*What you are asked to do:*
With the pictures removed, the data below must be transcribed in full and exactly.

*Data:*
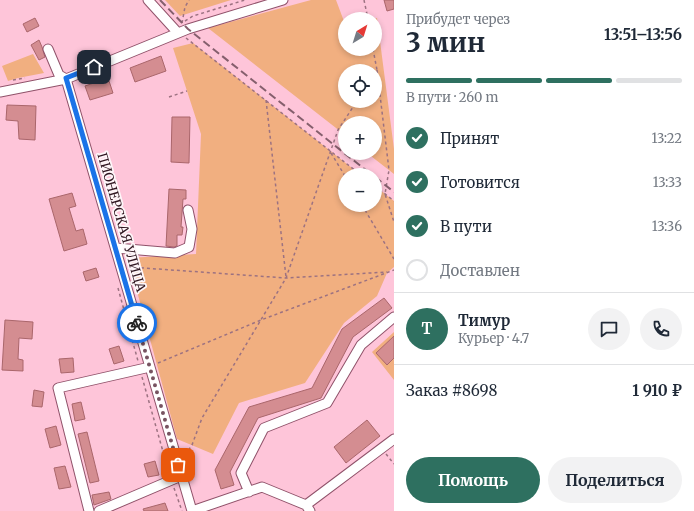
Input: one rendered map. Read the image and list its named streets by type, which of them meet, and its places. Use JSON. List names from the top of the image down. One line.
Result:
{"streets":{"street":["ПИОНЕРСКАЯ УЛИЦА"]},"north":"top right","page":{"heading":["3 мин","Прибудет через","13:51–13:56"],"panel":["Тимур","Курьер · 4.7","Заказ #8698","1 910 ₽"],"map_buttons":["+","−"],"bar":"В пути · 260 m","list":[["Принят","13:22"],["Готовится","13:33"],["В пути","13:36"],"Доставлен"],"round":"Т","buttons":["Помощь","Поделиться"]}}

*Task output:*
Input: one rendered map. Read the image and list its named streets by type, which of them meet, and its places. Use JSON. List names from the top of the image down. One line.
Result:
{"streets":{"street":["ПИОНЕРСКАЯ УЛИЦА"]},"north":"top right","page":{"heading":["3 мин","Прибудет через","13:51–13:56"],"panel":["Тимур","Курьер · 4.7","Заказ #8698","1 910 ₽"],"map_buttons":["+","−"],"bar":"В пути · 260 m","list":[["Принят","13:22"],["Готовится","13:33"],["В пути","13:36"],"Доставлен"],"round":"Т","buttons":["Помощь","Поделиться"]}}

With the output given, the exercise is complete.